Install → Overview

This page gives an overview of the steps to install the various software components needed to enable Job Performance data in XDMoD. Instructions for upgrading the software from are available on the upgrade page

Prerequisites

The Job Performance (SUPReMM) XDMoD module should be installed on an existing XDMoD instance. The XDMoD instance must have job accounting data shredded and ingested and present in the UI. Do not begin the install procedure until the accounting data is loaded into XDMoD. See the main XDMoD documentation for instructions on installing and configuring XDMoD.

Overview

The steps to install and configure the software are as follows:

  1. Install performance data collection software on the compute nodes. Choose either Performance Co-Pilot (PCP) or Prometheus.

    Instructions for Performance Co-Pilot

    OR

    Instuctions for Prometheus

  2. Install MongoDB document database to store job-level performance data.
  3. Install and configure the Job Performance module on an existing XDMoD instance.
  4. Install and configure the Job Summarization software.
  5. Run the Job Summarization and Data Ingestion processes.

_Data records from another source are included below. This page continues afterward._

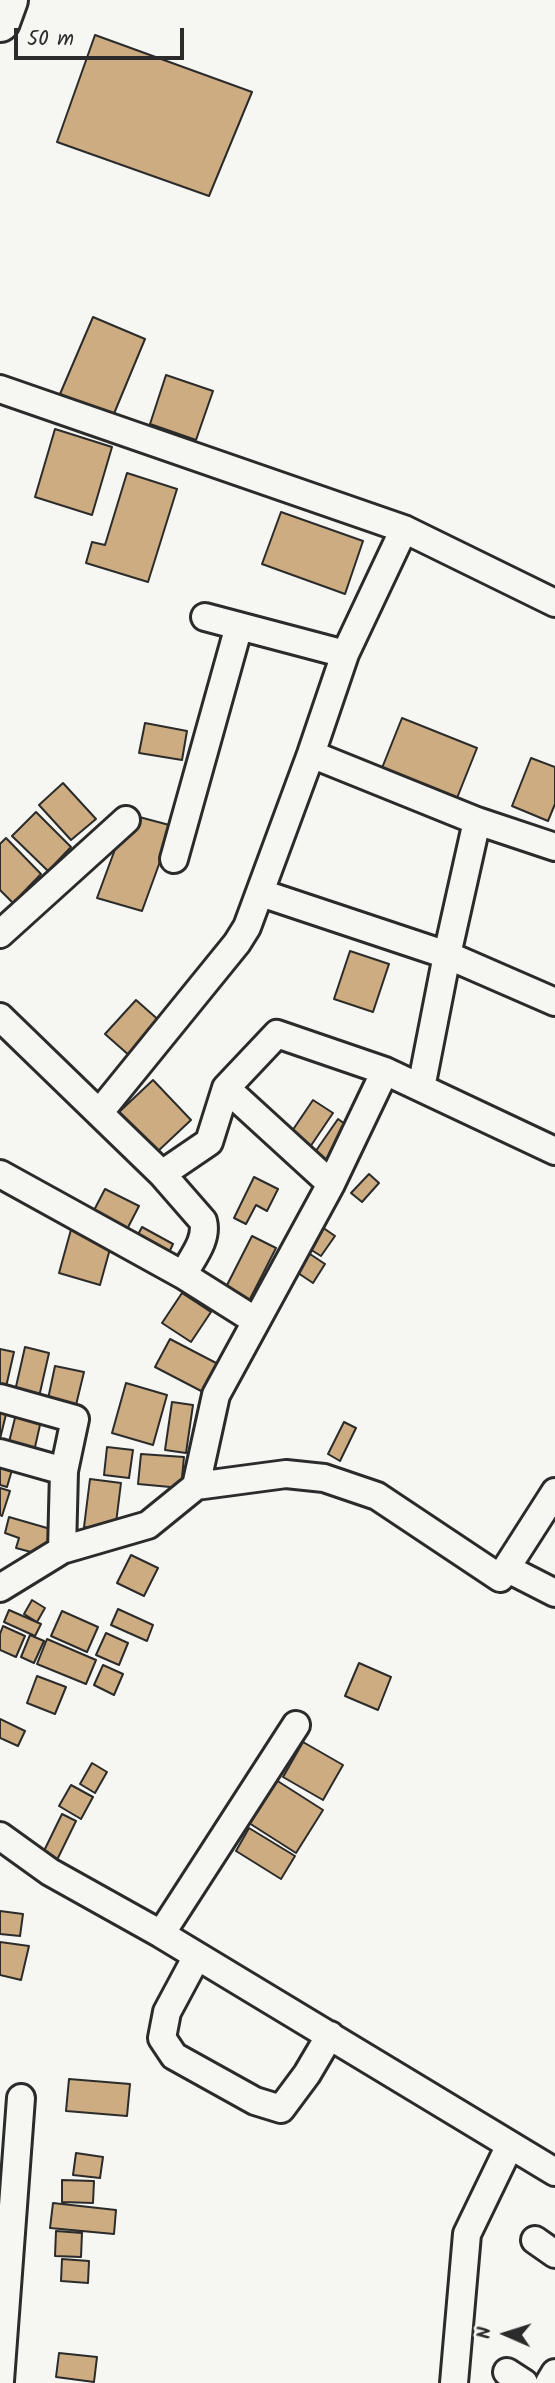 <!DOCTYPE html>
<style>
body{margin:0}
#map{position:relative;width:555px;height:2383px;overflow:hidden;background:#f6f6f2;font-family:Kalam,sans-serif}
canvas{display:block}
.north{position:absolute;left:471px;top:2299px;width:70px;height:70px;-webkit-text-stroke:5px #f6f6f2;paint-order:stroke;rotate:273deg;font-size:19px;font-weight:700;line-height:28px;text-align:center;color:#2b2b2b}
.north::after{content:'';display:block;margin:auto;width:24px;height:32px;background:#2b2b2b;clip-path:polygon(50% 0,100% 100%,50% 72%,0 100%)}
.scale{position:absolute;left:14px;top:28px;width:170px;height:32px;box-sizing:border-box;border:4px solid #2b2b2b;border-top:0;padding-left:9px;font-size:21px;line-height:24px;white-space:nowrap;color:#2b2b2b;-webkit-text-stroke:5px #f6f6f2;paint-order:stroke}
</style>
<div id="map">
<canvas width="555" height="2383"></canvas>
<div class="north">N</div>
<div class="scale">50 m</div>
</div>
<script>
const ctx = document.querySelector('canvas').getContext('2d');
ctx.lineJoin = 'round';
function paint(path, color) {
  ctx.fillStyle = color;
  ctx.fill(path, 'evenodd');
}
function strokePath(path, color, width, dash) {
  ctx.strokeStyle = color;
  ctx.lineWidth = width;
  ctx.lineCap = dash ? 'butt' : 'round';
  ctx.setLineDash(dash || []);
  ctx.stroke(path);
}
const building = new Path2D(`
 M 95,35 L 252,92 L 209,196 L 57,142 Z
 M 93,317 L 145,339 L 113,416 L 60,394 Z
 M 166,375 L 213,391 L 196,440 L 150,424 Z
 M 55,429 L 112,447 L 92,515 L 35,497 Z
 M 127,473 L 177,489 L 148,582 L 86,563 L 92,542 L 105,545 Z
 M 281,512 L 363,541 L 345,594 L 262,564 Z
 M 402,718 L 477,748 L 457,798 L 382,768 Z
 M 145,723 L 187,731 L 182,760 L 139,753 Z
 M 531,758 L 555,767 L 555,804 L 548,821 L 512,806 Z
 M 63,783 L 96,819 L 71,840 L 39,805 Z
 M 36,812 L 71,847 L 48,871 L 12,836 Z
 M 128,814 L 173,826 L 142,911 L 97,898 Z
 M 6,838 L 41,874 L 13,903 L 0,890 L 0,844 Z
 M 350,951 L 389,964 L 373,1012 L 334,999 Z
 M 136,1000 L 162,1023 L 131,1057 L 105,1034 Z
 M 153,1080 L 191,1120 L 156,1153 L 118,1113 Z
 M 313,1100 L 333,1113 L 308,1150 L 288,1137 Z
 M 338,1119 L 352,1129 L 328,1165 L 313,1155 Z
 M 369,1174 L 379,1183 L 362,1202 L 351,1193 Z
 M 254,1177 L 278,1189 L 267,1211 L 256,1205 L 246,1224 L 234,1218 Z
 M 105,1189 L 139,1206 L 123,1237 L 89,1220 Z
 M 72,1226 L 113,1238 L 100,1285 L 59,1273 Z
 M 142,1227 L 173,1244 L 166,1259 L 134,1242 Z
 M 322,1227 L 335,1236 L 321,1256 L 308,1248 Z
 M 252,1236 L 276,1248 L 248,1303 L 224,1291 Z
 M 304,1250 L 325,1264 L 313,1283 L 292,1269 Z
 M 182,1293 L 211,1312 L 191,1342 L 162,1323 Z
 M 170,1339 L 220,1365 L 205,1393 L 155,1367 Z
 M 25,1347 L 49,1353 L 39,1397 L 15,1391 Z
 M 0,1349 L 14,1352 L 6,1387 L 0,1386 Z
 M 55,1366 L 84,1372 L 76,1405 L 48,1399 Z
 M 126,1383 L 167,1395 L 153,1445 L 112,1433 Z
 M 172,1402 L 193,1405 L 186,1453 L 165,1450 Z
 M 0,1404 L 8,1406 L 0,1439 Z
 M 17,1410 L 42,1416 L 33,1456 L 7,1450 Z
 M 344,1422 L 356,1428 L 340,1461 L 328,1454 Z
 M 107,1447 L 133,1450 L 129,1478 L 104,1475 Z
 M 141,1454 L 184,1457 L 181,1488 L 138,1484 Z
 M 0,1459 L 14,1463 L 7,1487 L 0,1485 Z
 M 90,1479 L 121,1483 L 115,1531 L 84,1527 Z
 M 0,1488 L 10,1491 L 2,1516 L 0,1515 Z
 M 9,1517 L 54,1530 L 46,1556 L 16,1548 L 19,1538 L 5,1533 Z
 M 131,1555 L 158,1568 L 144,1596 L 117,1583 Z
 M 32,1600 L 45,1608 L 37,1622 L 24,1614 Z
 M 118,1609 L 153,1625 L 147,1641 L 111,1625 Z
 M 9,1610 L 41,1624 L 35,1636 L 4,1622 Z
 M 62,1611 L 98,1627 L 87,1652 L 51,1636 Z
 M 3,1626 L 25,1636 L 16,1657 L 0,1650 L 0,1634 Z
 M 106,1633 L 128,1643 L 119,1665 L 96,1655 Z
 M 30,1635 L 44,1641 L 34,1663 L 21,1657 Z
 M 47,1639 L 96,1660 L 86,1684 L 37,1664 Z
 M 359,1663 L 391,1677 L 378,1710 L 345,1696 Z
 M 103,1665 L 123,1674 L 114,1695 L 94,1685 Z
 M 37,1676 L 66,1687 L 55,1714 L 27,1703 Z
 M 0,1719 L 25,1731 L 18,1746 L 0,1738 Z
 M 303,1742 L 343,1765 L 323,1800 L 283,1777 Z
 M 92,1763 L 107,1772 L 95,1793 L 80,1784 Z
 M 276,1780 L 323,1810 L 296,1853 L 249,1823 Z
 M 71,1785 L 93,1797 L 81,1819 L 59,1806 Z
 M 62,1814 L 76,1821 L 55,1864 L 41,1857 Z
 M 249,1828 L 295,1856 L 281,1879 L 236,1851 Z
 M 0,1911 L 23,1914 L 20,1936 L 0,1934 Z
 M 0,1942 L 29,1946 L 21,1980 L 0,1975 Z
 M 69,2079 L 130,2084 L 127,2116 L 66,2111 Z
 M 76,2153 L 103,2157 L 100,2178 L 73,2175 Z
 M 62,2180 L 94,2181 L 93,2203 L 62,2202 Z
 M 53,2203 L 116,2210 L 114,2234 L 50,2228 Z
 M 56,2231 L 82,2233 L 81,2257 L 55,2256 Z
 M 62,2259 L 89,2261 L 88,2283 L 61,2281 Z
 M 59,2353 L 97,2357 L 94,2382 L 56,2377 Z`);
paint(building, '#ccac80');
strokePath(building, '#2b2b2b', 2);
const street = new Path2D(`
 M 0,389 L 404,529 L 555,603
 M 205,617 L 345,654
 M 311,754 L 477,821 L 555,847
 M 174,859 L 239,626
 M 261,893 L 447,955 L 555,1002
 M 0,934 L 126,820
 M 0,1017 L 162,1174 L 209,1142 L 226,1088 L 277,1034 L 385,1071 L 555,1151
 M 226,1088 L 331,1184
 M 421,1088 L 447,955 L 477,821
 M 99,1113 L 237,943 L 247,927 L 311,754 L 345,654 L 404,529
 M 0,1174 L 183,1275 L 256,1321
 M 162,1174 L 203,1221 C 208,1240 192,1258 183,1275
 M 0,1398 L 75,1419 L 64,1471 L 62,1550
 M 0,1453 L 64,1471
 M 196,1486 L 216,1395 L 331,1184 L 385,1071
 M 506,1568 L 555,1593
 M 0,1588 L 62,1550 L 148,1525 L 196,1486 L 286,1474 L 324,1478 L 377,1496 L 500,1578 L 555,1492
 M 0,1836 L 50,1872 L 161,1934 L 555,2172
 M 161,1934 L 296,1725
 M 197,1956 L 167,2012 L 162,2038 L 174,2056 L 255,2101 L 281,2109 L 307,2074 L 330,2035
 M 535,2240 L 555,2254
 M 507,2372 L 524,2383
 M 0,2381 L 21,2098
 M 454,2383 L 467,2234 L 510,2145
 M 549,2383 L 555,2373`);
const secondary = new Path2D(`
 M 0,22 L 8,0`);
strokePath(street, '#2b2b2b', 32);
strokePath(secondary, '#2b2b2b', 44);
strokePath(street, '#f6f6f2', 26);
strokePath(secondary, '#f6f6f2', 38);
</script>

It is important that the various software components are installed and configured in the order listed. For example, if the XDMoD module is not installed and configured then the summarization software will not be able to access the tables in XDMoD datawarehouse that are needed.

Software Compatibility

The Job Performance (SUPReMM) XDMoD module version number must be identical to the version of the base XDMoD install. The versions of the summarization software and PCP software for a given XDMoD version are listed below.

Open XDMoD 10.5.0

Centos 7 Operating System

Package Recommended Version Compatible Version(s)
Job Summarization 1.4.1 1.4.1, 1.2.x, 1.1.x
PCP 4.1.0 or 4.3.2 4.x


Rocky 8 Operating System

Package Recommended Version Compatible Version(s)
Job Summarization 2.0.0 2.0.0
PCP 5.3.7 5.3.x


The SUPReMM software has been tested with MongoDB versions 3.4.15, 4.4, and 6.0. We expect that the software is compatible with any supported release version of MongoDB.

The summarization software is tested against the PCP versions shipped with Centos 7.6, Centos 7.7, and Rocky 8.

System Requirements

The detailed list of software packages for each subsystem is listed in the respective system requirements pages.

Hardware requirements

The XDMoD Job Performance (SUPReMM) module must be installed on an existing, functional XDMoD instance.

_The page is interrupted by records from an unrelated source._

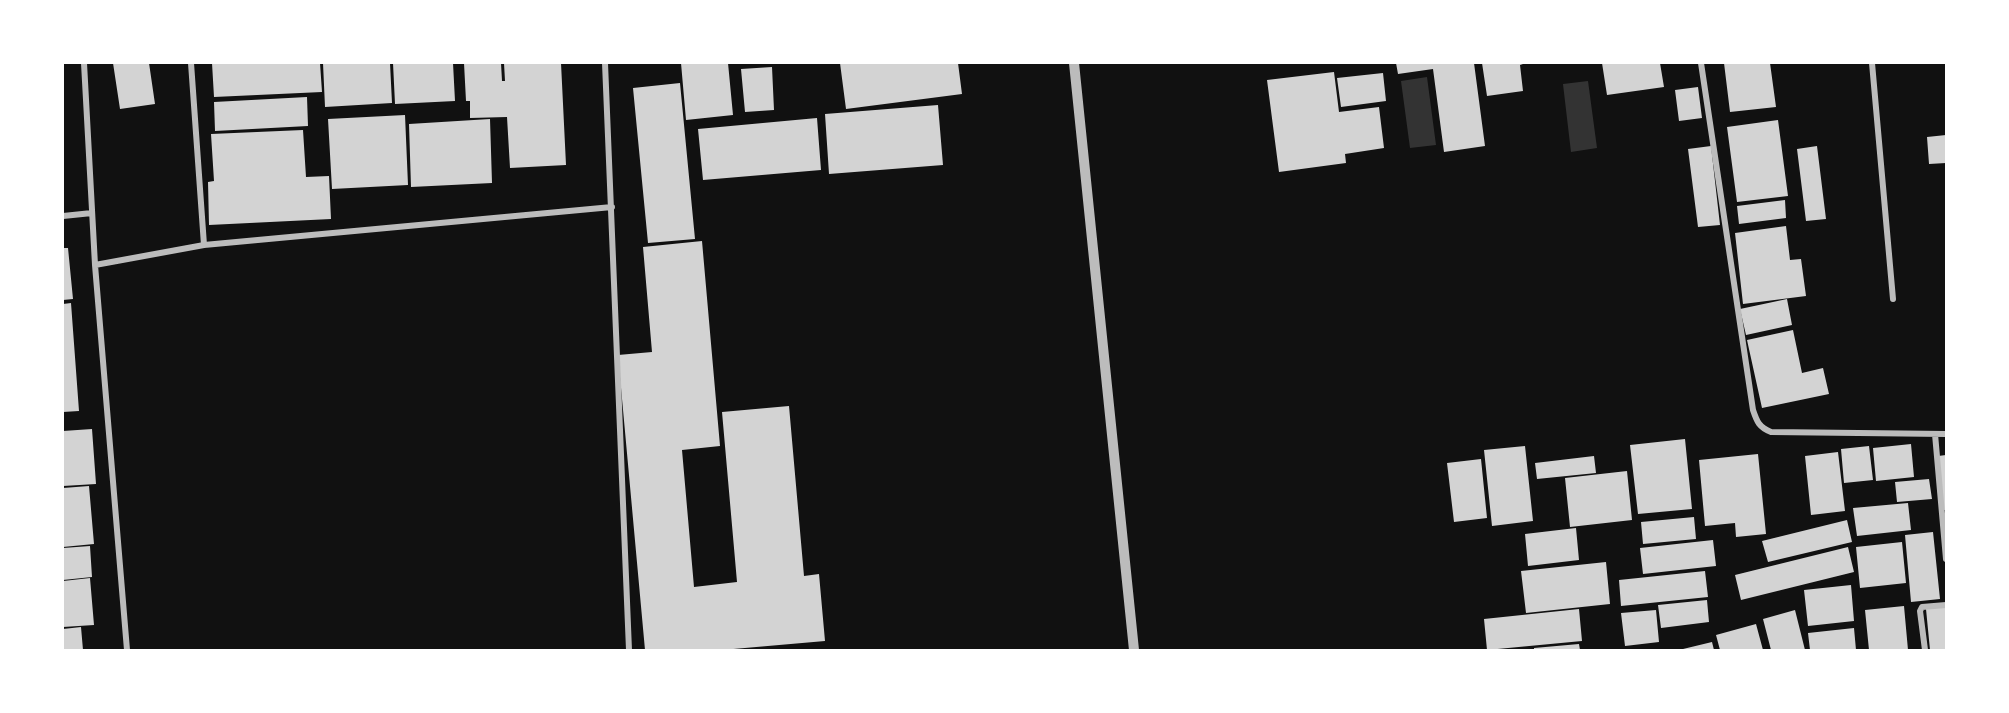 <!DOCTYPE html>
<html>
<head>
<meta charset="utf-8">
<style>
  body { margin:0 }
  #map { position:relative; width:2009px; height:713px; overflow:hidden; background:#111; font-family:"Alegreya Sans",sans-serif }
  canvas { display:block }
  .frame { position:absolute; inset:0; border:64px solid #fff; pointer-events:none }
</style>
</head>
<body>
<div id="map">
<canvas width="2009" height="713"></canvas>
<div class="frame"></div>
</div>
<script>
const c = document.querySelector('canvas').getContext('2d');
c.lineJoin = 'round';
function paint(path, color) { c.fillStyle = color; c.fill(path, 'evenodd'); }
function strokePath(path, color, width, dash) { c.strokeStyle = color; c.lineWidth = width; c.lineCap = dash ? 'butt' : 'round'; c.setLineDash(dash || []); c.stroke(path); }
paint(new Path2D(`
  M1427 77 1436 145 1410 148 1401 81Z
  M1588 81 1597 148 1571 152 1563 84Z`), '#333');
paint(new Path2D(`
  M113 63H149L155 104 120 109Z
  M212 63H320L322 92 214 97Z
  M323 63H390L392 103 325 107Z
  M393 63H453L455 101 395 104Z
  M464 63H501L502 81H505L504 63H561L566 165 510 168 507 117 470 118V101H466Z
  M681 63H728L733 115 686 120Z
  M840 63H958L962 94 846 109Z
  M1396 63H1474L1485 146 1444 152 1433 69 1398 74Z
  M1482 63H1526L1520 65 1523 91 1487 96Z
  M1602 63H1660L1664 87 1607 95Z
  M1724 63H1770L1776 107 1730 112Z
  M772 67 774 110 745 112 741 69Z
  M1334 72 1339 112 1379 107 1384 148 1345 154 1346 163 1279 172 1267 80Z
  M1383 73 1386 101 1341 107 1337 78Z
  M680 83 695 239 648 243 633 88Z
  M1698 87 1702 118 1679 121 1675 90Z
  M307 97 308 126 215 131 214 102Z
  M938 105 943 165 829 174 825 114Z
  M405 115 408 185 332 189 328 119Z
  M817 118 821 170 703 180 698 129Z
  M490 119 492 183 411 187 409 124Z
  M1778 120 1788 196 1737 202 1727 127Z
  M303 130 306 177 329 176 331 219 209 225 208 182 214 181 211 134Z
  M1946 135V163L1929 164 1927 137Z
  M1711 146 1720 225 1698 227 1688 149Z
  M1817 146 1826 219 1806 221 1797 149Z
  M1785 200 1786 218 1739 224 1737 206Z
  M1786 226 1790 260 1801 259 1806 296 1743 304 1735 233Z
  M702 241 720 446 682 450 694 587 737 582 722 412 789 406 804 576 819 574 825 641 722 650H645L618 355 652 352 643 247Z
  M63 248H68L73 299 63 300Z
  M1787 299 1792 325 1746 335 1740 309Z
  M71 303 79 411 63 412V304Z
  M1793 330 1802 373 1823 368 1829 394 1762 408 1747 340Z
  M92 429 96 484 63 486V431Z
  M1685 439 1692 509 1638 514 1630 445Z
  M1911 444 1914 477 1876 481 1873 448Z
  M1525 446 1533 521 1492 526 1484 450Z
  M1869 446 1873 480 1844 483 1841 449Z
  M1838 452 1845 511 1811 515 1805 456Z
  M1758 454 1766 534 1736 537 1735 523 1705 526 1699 460Z
  M1946 455V510H1944L1938 456Z
  M1594 456 1596 473 1537 479 1535 463Z
  M1481 459 1487 518 1454 522 1447 463Z
  M1627 471 1632 520 1570 527 1565 478Z
  M1929 479 1932 499 1897 502 1895 482Z
  M89 486 94 544 63 547V488Z
  M1908 503 1911 530 1857 536 1853 508Z
  M1694 517 1696 539 1643 544 1641 522Z
  M1847 520 1852 542 1768 562 1762 541Z
  M1576 528 1579 560 1528 566 1525 534Z
  M1933 532 1940 599 1911 602 1905 535Z
  M1713 540 1716 566 1643 574 1640 548Z
  M1902 542 1906 583 1860 588 1856 547Z
  M90 546 92 577 63 580V548Z
  M1848 547 1854 572 1741 600 1735 575Z
  M1606 562 1610 604 1526 613 1521 571Z
  M1705 571 1708 597 1621 606 1619 580Z
  M90 578 94 625 63 627V581Z
  M1851 585 1854 621 1808 626 1804 590Z
  M1707 600 1709 622 1661 628 1658 605Z
  M1904 606 1908 650H1869L1865 610Z
  M1946 607V650H1930L1926 609Z
  M1579 609 1582 641 1487 650 1484 619Z
  M1656 610 1659 642 1625 646 1621 613Z
  M1795 610 1805 650H1771L1763 619Z
  M1756 624 1763 650H1720L1716 635Z
  M81 627 83 650H63V629Z
  M1854 628 1856 650H1810L1808 633Z
  M1712 642 1714 650H1683V649Z
  M1579 644 1580 650H1534V648Z`), '#d3d3d3');
strokePath(new Path2D(`
  M84 63 95 265 127 650
  M191 63 204 245
  M605 63 629 650
  M1701 63 1753 410C1757 422 1759 427 1771 432L1946 434
  M1872 63 1893 299
  M63 216 92 213
  M95 265 204 245 612 207
  M1935 434 1946 559
  M1925 650 1920 611 1922 607 1946 605`), '#bcbcbc', 6);
strokePath(new Path2D(`
  M1074 63 1134 650`), '#bcbcbc', 10);
</script>
</body>
</html>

Compute node data collection software must be installed on the existing HPC compute nodes:

  • If using PCP then the Performance Metrics Collector Daemon (pmcd) and various Performance Metrics Domain Agents (PMDAs) should be installed on the compute nodes.
  • If using Prometheus then Prometheus exporters should be installed on the compute nodes.

If using Prometheus as the data collection software then a main Prometheus server must be setup. For small installations this may be installed on the same server as the XDMoD instance. However, for best performance, it is recommended that a dedicated server is used to store the Prometheus time series data.

The Job summarization software and Mongo database may be installed on the same server as the XDMoD instance. However, for best performance, it is recommended that a dedicated server is used to host the Mongo database. This server can also be used to run the Job summarization software.

We do not recommend installing databases or webservers on any HPC compute nodes.

Storage requirements

The amount of data storage depends on the amount of historical data that is desired to be stored.

The following estimates are based on using the default configuration:

  • PCP data: 70 MB per node per day (stored as files on the network filesystem)
  • Prometheus data: 8.7 MB per node per day (stored in Prometheus’s timeseries database)
  • Job level summary records: 36 KB per job (stored in MongoDB)
  • XDMoD datawarehouse: 2 KB per job (stored in MySQL)

These estimates were obtained from the average storage usage for the SUPReMM system installed on the HPC resource at CCR Buffalo. The actual quantity of data storage required depends on many factors including the rate of job creation and which metrics are collected.

Typical install locations

PCP:

  • HPC Compute Nodes have the PCP data collection software installed on them. The collection software is configured to collect metrics from the nodes periodically and whenever an HPC job starts or ends. The data are logged to shared storage such as a parallel filesystem or a network attached storage device.

Prometheus:

  • HPC Compute Nodes have the Prometheus exporters installed on them. These exporters expose information about the compute nodes that are scraped by Prometheus over the network.
  • Dedicated Prometheus server scrapes the exporters running on the compute nodes. The Prometheus instance is configured to scrape metrics from these exporters on a configured interval. The data are logged to Prometheus’s internal timeseries database.

Both:

  • Dedicated web server has the XDMoD software and Job Performance (SUPReMM) XDMoD module installed.
  • Dedicated MySQL server hosts a MySQL instance containing the XDMoD datawarehouse.
  • Dedicated SUPReMM server has the SUPReMM job summarization software and MongoDB document database installed. This server requires either read access to the node-level PCP archives generated on the compute nodes or to an instance of Prometheus that is monitoring the compute nodes. Access to the Open XDMoD datawarehouse MySQL database from this server is also necessary.